YOUR ASSIGNMENT ▸ Retrieve each line that contains the word "this" from the entries below.

Stored data entries ▸
□ □ □

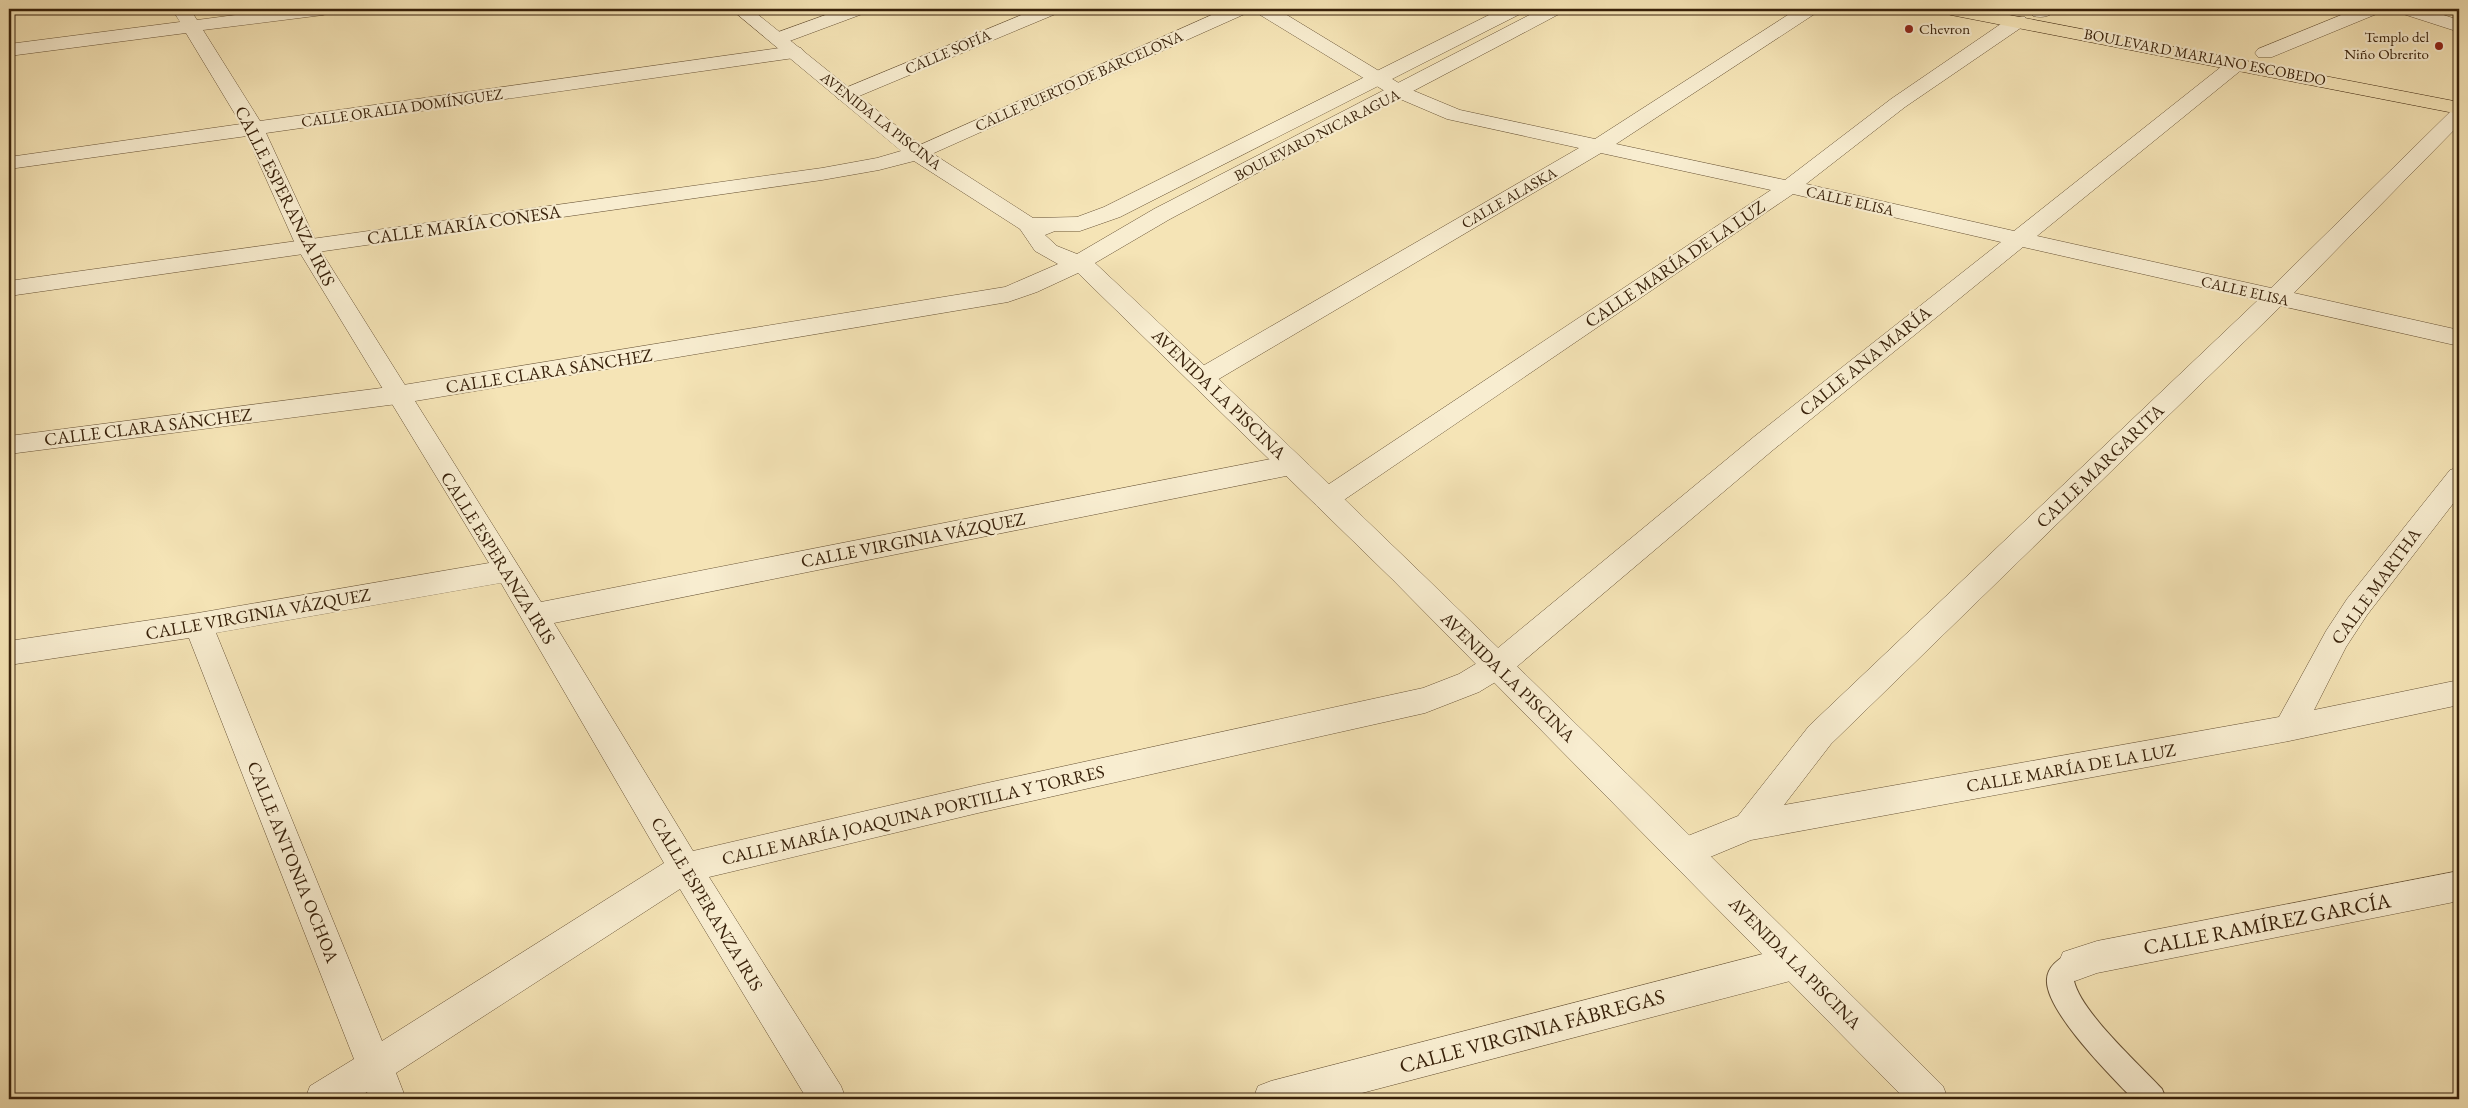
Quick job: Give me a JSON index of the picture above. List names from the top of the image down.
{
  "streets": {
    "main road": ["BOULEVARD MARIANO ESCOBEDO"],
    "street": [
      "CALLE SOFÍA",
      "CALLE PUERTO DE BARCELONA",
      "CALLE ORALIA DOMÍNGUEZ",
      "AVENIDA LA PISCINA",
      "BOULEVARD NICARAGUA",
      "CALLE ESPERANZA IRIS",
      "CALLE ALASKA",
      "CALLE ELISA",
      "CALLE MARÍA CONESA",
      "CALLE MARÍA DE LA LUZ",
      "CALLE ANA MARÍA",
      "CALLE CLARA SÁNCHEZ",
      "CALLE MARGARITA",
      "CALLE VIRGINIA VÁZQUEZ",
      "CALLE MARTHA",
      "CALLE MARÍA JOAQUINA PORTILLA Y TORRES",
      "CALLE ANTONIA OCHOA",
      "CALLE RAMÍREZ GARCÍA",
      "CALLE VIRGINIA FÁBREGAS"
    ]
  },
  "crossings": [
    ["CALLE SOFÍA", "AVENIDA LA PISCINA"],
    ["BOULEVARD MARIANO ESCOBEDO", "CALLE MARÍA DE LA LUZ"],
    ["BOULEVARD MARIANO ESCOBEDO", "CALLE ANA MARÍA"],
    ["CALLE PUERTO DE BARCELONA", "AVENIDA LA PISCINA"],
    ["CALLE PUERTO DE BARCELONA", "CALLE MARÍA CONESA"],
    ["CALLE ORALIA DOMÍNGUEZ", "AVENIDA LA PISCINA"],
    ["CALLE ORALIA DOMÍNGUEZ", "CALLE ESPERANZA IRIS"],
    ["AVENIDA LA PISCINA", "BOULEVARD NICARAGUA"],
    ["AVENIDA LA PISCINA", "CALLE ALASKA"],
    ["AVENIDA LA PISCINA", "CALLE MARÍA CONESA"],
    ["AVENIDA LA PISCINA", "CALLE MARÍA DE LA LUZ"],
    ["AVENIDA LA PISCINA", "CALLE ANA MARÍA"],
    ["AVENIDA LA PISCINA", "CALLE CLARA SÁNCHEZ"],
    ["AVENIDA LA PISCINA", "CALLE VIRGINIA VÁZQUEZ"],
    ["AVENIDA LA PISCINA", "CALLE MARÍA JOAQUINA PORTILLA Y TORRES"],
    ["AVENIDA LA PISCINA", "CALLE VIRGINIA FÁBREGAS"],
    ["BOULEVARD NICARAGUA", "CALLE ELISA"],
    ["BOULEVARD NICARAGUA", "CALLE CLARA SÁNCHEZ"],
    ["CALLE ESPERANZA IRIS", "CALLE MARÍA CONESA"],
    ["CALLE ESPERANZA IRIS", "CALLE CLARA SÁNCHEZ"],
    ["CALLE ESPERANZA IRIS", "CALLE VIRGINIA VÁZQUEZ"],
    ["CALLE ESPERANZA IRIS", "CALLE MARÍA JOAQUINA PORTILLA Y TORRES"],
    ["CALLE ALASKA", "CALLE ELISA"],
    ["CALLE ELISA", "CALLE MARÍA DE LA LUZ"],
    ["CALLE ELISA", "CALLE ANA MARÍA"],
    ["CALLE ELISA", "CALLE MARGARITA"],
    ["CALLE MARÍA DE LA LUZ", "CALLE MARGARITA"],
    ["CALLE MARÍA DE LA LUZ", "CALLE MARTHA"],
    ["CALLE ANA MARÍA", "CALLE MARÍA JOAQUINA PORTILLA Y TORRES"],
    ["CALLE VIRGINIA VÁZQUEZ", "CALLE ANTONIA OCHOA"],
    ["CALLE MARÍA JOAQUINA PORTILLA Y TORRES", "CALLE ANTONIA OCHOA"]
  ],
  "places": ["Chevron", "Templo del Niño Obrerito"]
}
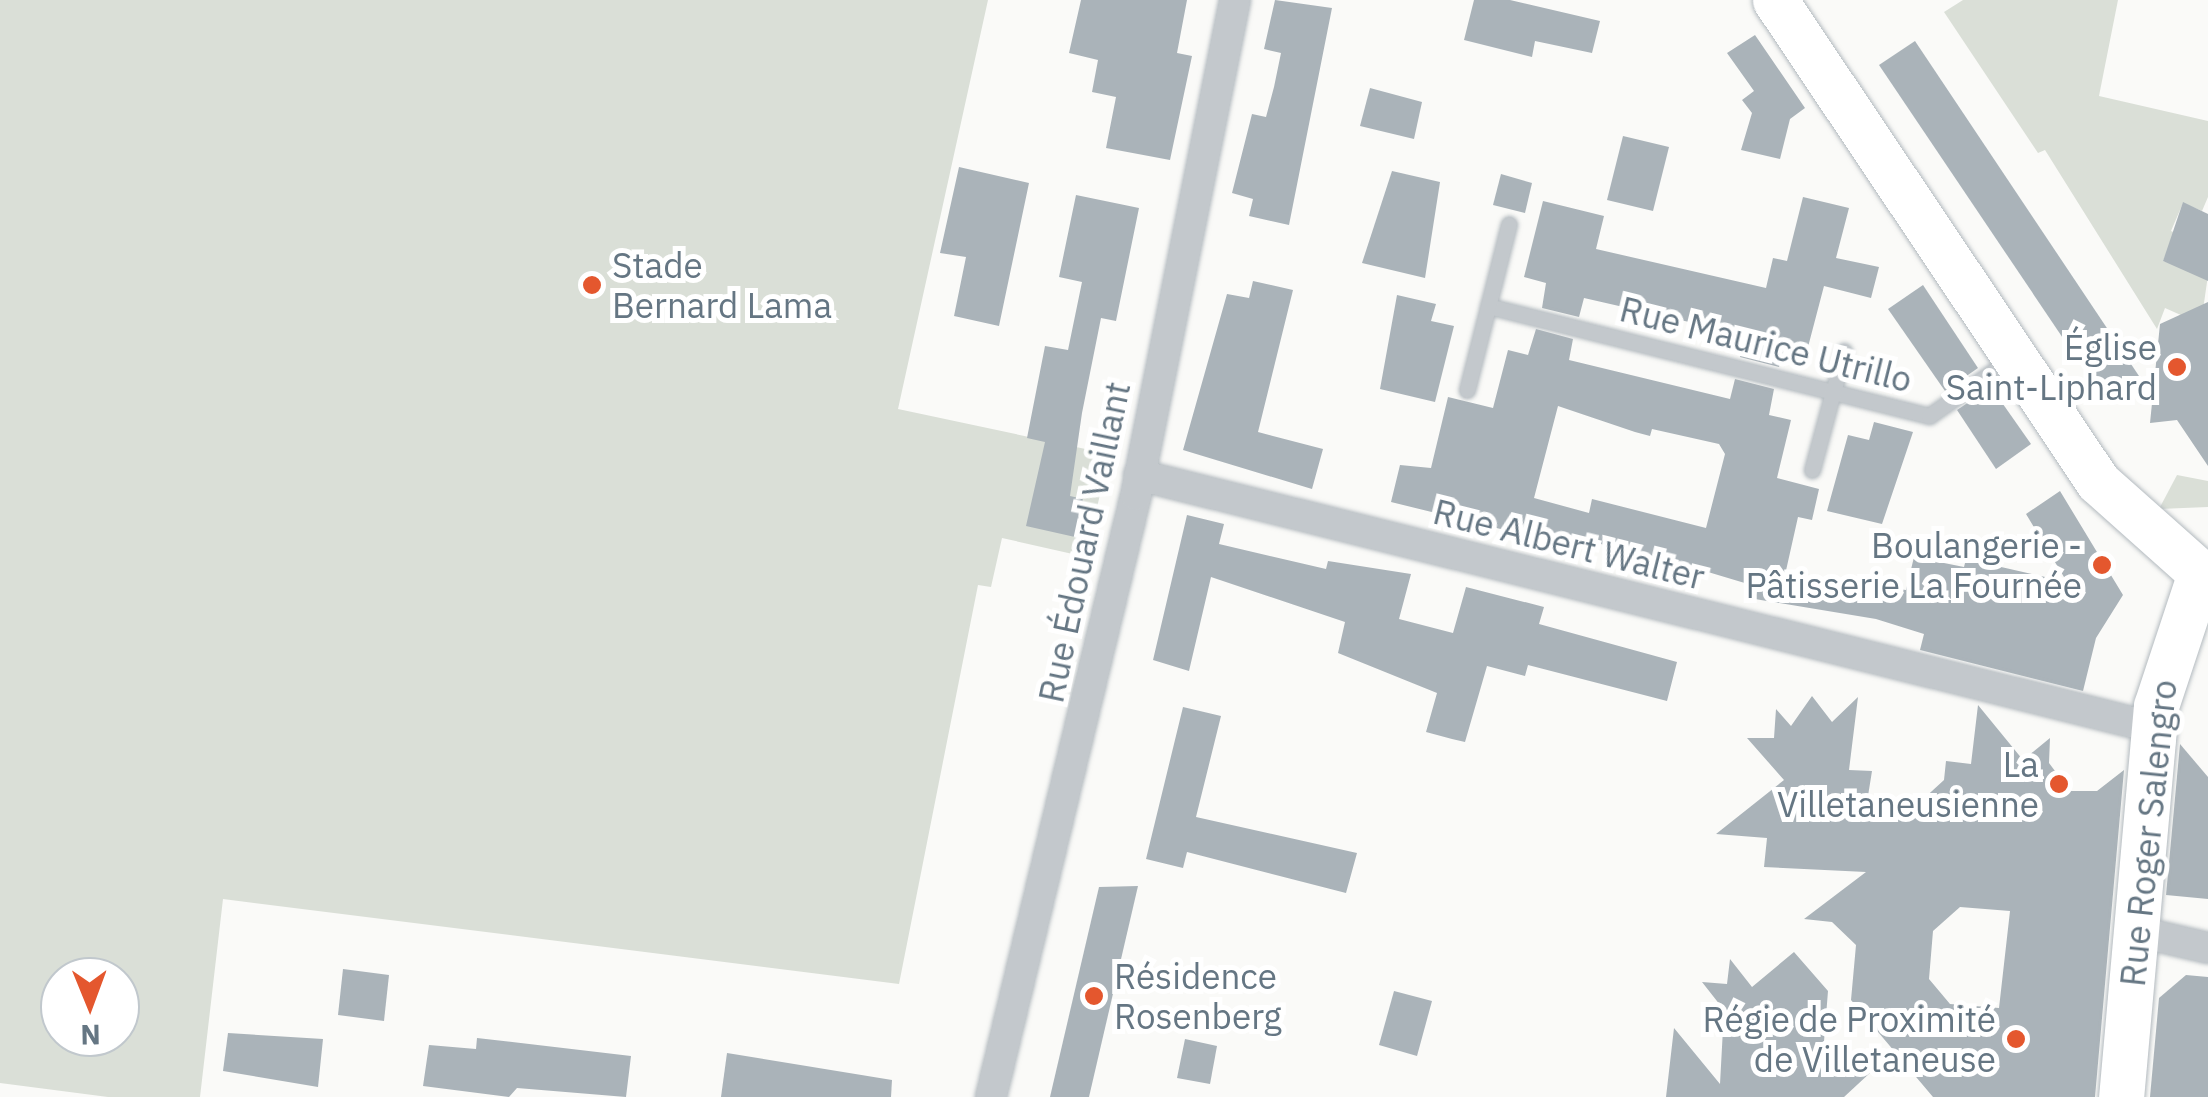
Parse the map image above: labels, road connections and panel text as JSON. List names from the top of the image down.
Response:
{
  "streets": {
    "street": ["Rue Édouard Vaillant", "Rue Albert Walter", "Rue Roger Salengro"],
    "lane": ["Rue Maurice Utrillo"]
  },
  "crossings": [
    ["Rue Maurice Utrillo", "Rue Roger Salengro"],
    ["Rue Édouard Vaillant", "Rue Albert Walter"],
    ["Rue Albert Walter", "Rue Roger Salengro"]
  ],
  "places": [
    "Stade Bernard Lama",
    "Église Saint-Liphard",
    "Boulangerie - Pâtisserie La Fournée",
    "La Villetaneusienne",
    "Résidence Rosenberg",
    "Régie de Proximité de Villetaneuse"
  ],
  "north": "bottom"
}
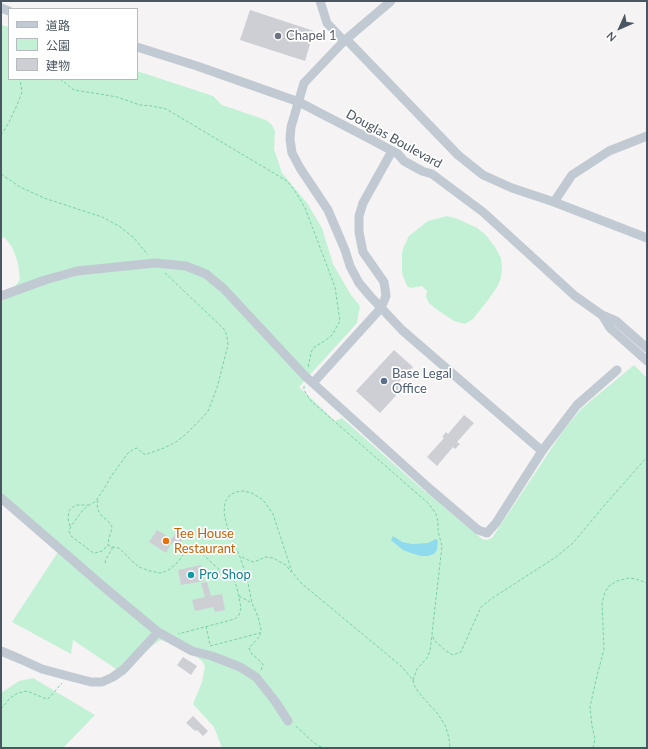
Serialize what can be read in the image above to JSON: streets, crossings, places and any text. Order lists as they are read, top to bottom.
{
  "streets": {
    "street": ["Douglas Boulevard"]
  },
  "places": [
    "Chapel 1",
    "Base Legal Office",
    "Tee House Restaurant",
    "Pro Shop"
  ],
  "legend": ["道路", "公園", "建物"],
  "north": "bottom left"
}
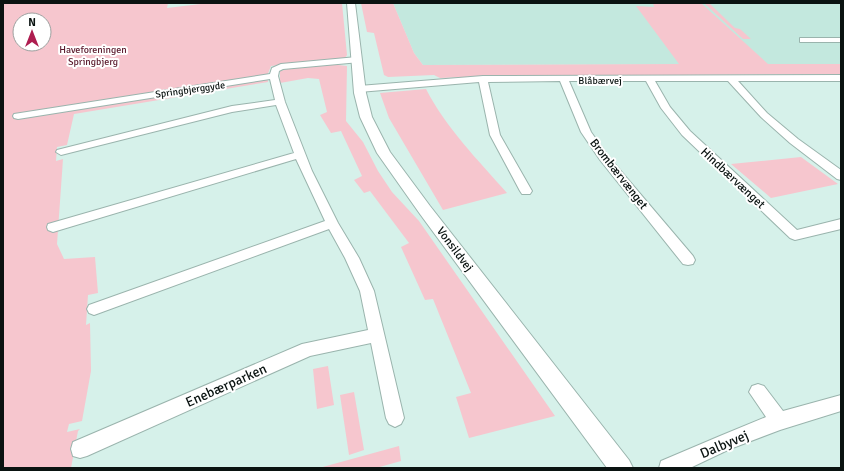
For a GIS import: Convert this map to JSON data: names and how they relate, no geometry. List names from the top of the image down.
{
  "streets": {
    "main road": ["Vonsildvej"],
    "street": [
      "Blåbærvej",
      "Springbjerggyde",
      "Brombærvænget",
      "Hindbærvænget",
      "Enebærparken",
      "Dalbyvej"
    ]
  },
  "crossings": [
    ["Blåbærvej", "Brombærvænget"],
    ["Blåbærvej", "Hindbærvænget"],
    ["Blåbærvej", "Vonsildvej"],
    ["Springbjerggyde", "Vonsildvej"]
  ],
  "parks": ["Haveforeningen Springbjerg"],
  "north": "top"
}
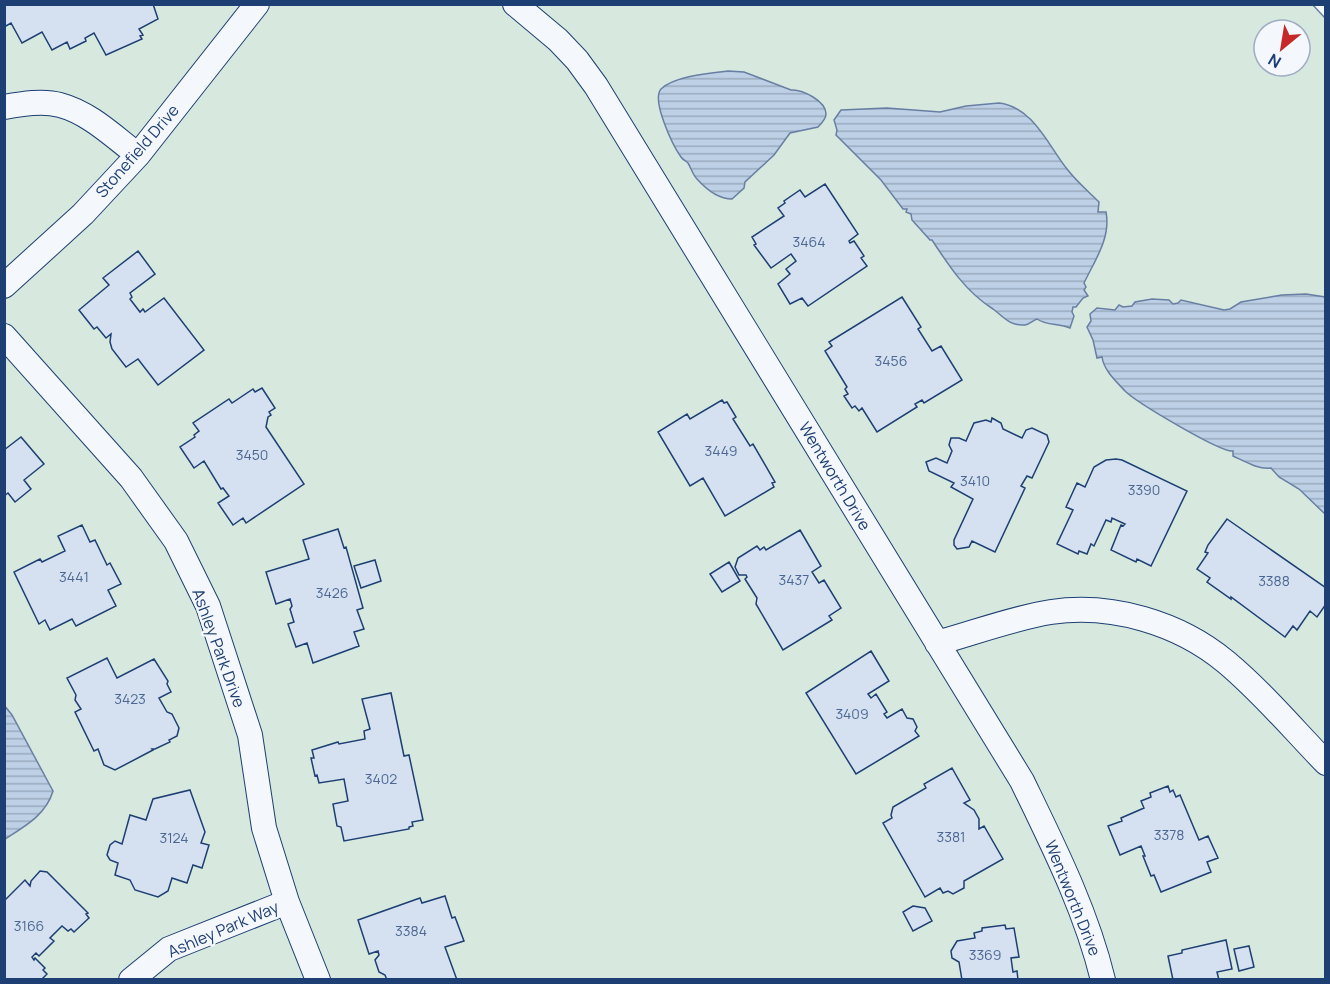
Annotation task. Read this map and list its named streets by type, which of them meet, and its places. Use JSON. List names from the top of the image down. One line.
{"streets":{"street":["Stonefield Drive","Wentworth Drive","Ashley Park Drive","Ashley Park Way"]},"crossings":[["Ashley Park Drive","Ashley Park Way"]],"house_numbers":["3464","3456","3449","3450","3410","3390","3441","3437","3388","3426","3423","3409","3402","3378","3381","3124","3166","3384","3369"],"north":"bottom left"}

□ □ □

EXERCISE RESPONSE ▸
For a GIS import: Convert this map to JSON data: names and how they relate, no geometry. List names from the top of the image down.
Annotation task. Read this map and list its named streets by type, which of them meet, and its places. Use JSON. List names from the top of the image down. One line.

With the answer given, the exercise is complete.